* _EXERCISE DESCRIPTION_
For the word "rows", return each line of the data in which it occurs.
——————
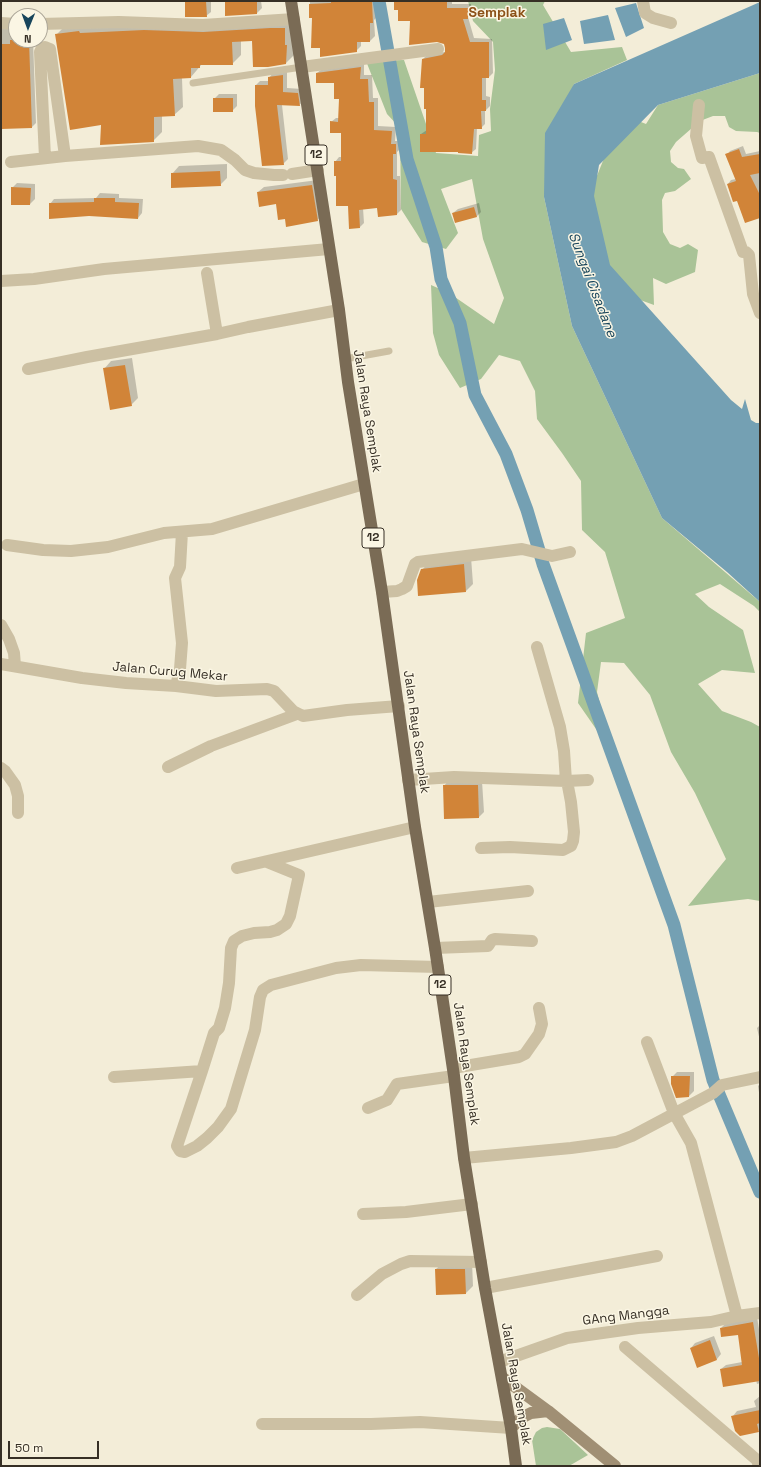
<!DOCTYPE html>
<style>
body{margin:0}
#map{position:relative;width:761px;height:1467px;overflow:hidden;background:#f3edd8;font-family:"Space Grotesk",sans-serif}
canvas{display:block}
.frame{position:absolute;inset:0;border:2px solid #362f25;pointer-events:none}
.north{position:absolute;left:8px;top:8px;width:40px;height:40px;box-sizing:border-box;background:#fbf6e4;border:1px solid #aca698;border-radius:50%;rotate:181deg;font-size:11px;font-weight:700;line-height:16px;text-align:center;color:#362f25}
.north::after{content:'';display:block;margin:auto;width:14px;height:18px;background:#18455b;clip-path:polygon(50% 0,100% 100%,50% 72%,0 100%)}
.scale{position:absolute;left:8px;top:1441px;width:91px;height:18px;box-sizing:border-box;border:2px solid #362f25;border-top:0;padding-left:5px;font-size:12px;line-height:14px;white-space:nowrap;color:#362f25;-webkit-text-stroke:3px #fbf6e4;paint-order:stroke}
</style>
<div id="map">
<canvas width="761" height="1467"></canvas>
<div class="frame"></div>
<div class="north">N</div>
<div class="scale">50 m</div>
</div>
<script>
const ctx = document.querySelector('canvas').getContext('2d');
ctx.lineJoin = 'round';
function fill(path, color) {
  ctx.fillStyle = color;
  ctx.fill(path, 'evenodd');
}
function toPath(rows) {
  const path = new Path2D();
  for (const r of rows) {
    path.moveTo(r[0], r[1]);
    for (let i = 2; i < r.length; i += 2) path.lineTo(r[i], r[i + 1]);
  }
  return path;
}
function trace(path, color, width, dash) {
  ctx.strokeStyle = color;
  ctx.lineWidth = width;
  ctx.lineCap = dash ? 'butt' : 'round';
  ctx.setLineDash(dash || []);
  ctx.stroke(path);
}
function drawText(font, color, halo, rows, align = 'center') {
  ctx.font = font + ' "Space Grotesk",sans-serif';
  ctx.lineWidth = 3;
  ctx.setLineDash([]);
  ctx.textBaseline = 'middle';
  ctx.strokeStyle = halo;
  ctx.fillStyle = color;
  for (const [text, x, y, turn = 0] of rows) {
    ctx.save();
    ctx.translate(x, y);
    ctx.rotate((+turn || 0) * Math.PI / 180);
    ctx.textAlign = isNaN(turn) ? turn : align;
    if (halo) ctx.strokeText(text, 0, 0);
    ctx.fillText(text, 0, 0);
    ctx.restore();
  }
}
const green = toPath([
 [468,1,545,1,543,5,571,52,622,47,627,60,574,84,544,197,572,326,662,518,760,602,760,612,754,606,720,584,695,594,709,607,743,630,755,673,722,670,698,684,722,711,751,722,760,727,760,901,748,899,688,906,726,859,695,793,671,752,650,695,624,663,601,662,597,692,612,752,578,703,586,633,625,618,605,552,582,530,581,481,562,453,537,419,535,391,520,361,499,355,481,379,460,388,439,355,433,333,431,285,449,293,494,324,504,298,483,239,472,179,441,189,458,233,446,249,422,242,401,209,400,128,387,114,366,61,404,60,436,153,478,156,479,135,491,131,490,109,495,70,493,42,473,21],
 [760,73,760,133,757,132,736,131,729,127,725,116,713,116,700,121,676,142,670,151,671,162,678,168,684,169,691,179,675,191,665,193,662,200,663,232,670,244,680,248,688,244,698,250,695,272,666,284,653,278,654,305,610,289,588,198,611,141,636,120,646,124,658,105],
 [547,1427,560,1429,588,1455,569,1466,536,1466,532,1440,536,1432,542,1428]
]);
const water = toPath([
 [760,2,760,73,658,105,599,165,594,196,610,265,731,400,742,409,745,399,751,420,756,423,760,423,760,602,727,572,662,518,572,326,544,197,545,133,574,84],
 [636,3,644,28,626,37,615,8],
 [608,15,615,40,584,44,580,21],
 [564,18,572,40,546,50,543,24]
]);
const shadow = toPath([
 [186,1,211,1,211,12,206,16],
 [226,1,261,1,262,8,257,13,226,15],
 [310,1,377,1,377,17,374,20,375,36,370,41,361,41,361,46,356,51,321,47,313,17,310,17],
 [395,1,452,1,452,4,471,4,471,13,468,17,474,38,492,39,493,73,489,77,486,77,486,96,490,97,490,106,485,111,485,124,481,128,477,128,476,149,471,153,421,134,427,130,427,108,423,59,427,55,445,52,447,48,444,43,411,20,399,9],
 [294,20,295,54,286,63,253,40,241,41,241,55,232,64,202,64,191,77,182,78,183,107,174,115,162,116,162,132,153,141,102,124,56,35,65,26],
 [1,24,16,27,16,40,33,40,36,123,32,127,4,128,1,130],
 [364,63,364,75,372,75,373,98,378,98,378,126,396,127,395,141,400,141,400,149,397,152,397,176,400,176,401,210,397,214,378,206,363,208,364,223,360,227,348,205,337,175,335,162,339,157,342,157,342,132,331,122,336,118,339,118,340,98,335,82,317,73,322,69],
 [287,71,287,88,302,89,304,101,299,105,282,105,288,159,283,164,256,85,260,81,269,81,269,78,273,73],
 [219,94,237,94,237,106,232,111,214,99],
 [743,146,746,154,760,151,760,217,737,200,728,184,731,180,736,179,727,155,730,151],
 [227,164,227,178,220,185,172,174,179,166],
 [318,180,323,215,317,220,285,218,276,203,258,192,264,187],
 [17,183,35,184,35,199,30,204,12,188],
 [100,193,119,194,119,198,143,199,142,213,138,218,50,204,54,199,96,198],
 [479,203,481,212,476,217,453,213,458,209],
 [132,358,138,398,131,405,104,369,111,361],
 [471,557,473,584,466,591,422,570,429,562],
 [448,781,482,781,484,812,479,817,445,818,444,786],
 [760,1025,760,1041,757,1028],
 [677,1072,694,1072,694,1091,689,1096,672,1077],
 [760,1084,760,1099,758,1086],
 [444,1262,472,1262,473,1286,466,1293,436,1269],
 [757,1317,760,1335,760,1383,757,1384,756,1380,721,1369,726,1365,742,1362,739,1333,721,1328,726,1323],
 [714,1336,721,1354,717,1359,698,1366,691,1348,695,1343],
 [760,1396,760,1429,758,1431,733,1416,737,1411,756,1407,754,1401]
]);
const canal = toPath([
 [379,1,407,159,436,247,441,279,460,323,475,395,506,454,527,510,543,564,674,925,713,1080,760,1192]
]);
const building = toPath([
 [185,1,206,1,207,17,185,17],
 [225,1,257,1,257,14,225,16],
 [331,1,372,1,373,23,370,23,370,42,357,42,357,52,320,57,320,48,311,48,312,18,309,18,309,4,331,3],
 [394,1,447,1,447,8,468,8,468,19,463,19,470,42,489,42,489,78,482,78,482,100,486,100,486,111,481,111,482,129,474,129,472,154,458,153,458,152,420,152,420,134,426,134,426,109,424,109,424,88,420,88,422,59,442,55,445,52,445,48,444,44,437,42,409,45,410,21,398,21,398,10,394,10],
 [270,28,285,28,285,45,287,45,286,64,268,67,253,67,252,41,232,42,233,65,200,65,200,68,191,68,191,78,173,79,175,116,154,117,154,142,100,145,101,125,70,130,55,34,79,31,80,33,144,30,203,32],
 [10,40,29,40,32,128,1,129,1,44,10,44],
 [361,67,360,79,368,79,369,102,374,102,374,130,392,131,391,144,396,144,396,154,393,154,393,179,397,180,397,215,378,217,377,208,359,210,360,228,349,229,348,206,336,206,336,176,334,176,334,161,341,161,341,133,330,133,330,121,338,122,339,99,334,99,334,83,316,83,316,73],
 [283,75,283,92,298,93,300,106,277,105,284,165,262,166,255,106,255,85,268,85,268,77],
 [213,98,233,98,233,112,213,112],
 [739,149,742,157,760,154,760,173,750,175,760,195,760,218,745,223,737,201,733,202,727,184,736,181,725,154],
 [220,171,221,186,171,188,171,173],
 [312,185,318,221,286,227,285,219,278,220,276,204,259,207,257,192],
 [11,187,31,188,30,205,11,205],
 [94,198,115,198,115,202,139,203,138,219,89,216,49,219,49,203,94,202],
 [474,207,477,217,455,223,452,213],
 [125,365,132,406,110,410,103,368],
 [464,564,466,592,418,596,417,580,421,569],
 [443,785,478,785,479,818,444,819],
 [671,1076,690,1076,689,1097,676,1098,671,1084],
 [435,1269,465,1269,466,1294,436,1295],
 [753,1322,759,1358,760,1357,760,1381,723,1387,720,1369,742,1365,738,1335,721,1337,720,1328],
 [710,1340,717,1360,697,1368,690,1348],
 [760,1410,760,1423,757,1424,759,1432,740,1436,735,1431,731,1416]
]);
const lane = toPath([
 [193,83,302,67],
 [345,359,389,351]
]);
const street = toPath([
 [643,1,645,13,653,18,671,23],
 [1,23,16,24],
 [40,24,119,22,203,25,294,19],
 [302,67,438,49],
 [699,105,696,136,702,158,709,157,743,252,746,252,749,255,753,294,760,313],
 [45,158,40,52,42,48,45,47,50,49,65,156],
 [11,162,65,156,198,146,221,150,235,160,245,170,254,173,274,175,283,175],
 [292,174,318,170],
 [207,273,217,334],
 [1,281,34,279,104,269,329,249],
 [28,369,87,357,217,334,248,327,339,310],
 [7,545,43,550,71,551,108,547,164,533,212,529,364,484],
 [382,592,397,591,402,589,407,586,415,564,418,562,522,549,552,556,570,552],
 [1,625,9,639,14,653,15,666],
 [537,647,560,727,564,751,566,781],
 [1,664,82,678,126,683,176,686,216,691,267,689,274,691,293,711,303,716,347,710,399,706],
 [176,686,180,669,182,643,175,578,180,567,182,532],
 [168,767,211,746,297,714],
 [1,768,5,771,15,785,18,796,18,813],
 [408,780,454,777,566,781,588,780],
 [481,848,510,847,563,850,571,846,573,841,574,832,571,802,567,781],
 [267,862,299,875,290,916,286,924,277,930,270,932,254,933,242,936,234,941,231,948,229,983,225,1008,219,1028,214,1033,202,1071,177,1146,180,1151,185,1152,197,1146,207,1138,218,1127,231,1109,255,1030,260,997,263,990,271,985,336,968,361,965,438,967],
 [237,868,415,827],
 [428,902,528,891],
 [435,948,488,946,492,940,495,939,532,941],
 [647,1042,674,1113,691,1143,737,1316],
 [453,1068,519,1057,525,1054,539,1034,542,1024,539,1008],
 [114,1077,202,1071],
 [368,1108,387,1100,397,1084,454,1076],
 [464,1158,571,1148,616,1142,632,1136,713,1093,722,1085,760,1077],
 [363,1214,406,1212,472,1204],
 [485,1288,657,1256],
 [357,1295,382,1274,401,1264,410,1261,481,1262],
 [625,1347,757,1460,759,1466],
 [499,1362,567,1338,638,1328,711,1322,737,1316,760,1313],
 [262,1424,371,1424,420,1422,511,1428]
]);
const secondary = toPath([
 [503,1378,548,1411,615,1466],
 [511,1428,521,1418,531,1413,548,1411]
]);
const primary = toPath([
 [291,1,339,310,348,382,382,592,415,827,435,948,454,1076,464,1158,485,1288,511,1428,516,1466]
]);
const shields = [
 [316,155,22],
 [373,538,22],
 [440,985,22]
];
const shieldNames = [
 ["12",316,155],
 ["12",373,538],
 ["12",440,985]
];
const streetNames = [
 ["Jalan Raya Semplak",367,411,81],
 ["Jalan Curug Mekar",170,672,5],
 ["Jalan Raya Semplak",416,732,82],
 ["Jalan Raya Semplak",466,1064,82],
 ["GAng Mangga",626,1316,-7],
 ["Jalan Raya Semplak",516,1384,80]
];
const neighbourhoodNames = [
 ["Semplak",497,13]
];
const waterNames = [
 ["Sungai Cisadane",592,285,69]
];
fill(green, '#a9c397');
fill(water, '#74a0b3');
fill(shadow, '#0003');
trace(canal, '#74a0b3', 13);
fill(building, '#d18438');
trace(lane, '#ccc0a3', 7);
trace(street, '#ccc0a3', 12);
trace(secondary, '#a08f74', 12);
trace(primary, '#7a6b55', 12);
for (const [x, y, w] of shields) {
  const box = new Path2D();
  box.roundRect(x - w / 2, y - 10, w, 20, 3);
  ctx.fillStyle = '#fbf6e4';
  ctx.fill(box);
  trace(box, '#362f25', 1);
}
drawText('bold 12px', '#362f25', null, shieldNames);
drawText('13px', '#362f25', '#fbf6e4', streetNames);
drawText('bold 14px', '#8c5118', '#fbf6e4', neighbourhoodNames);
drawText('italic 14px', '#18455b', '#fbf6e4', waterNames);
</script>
——————
* _ANSWER FOR THE TASK_
function toPath(rows) {
  for (const r of rows) {
function drawText(font, color, halo, rows, align = 'center') {
  for (const [text, x, y, turn = 0] of rows) {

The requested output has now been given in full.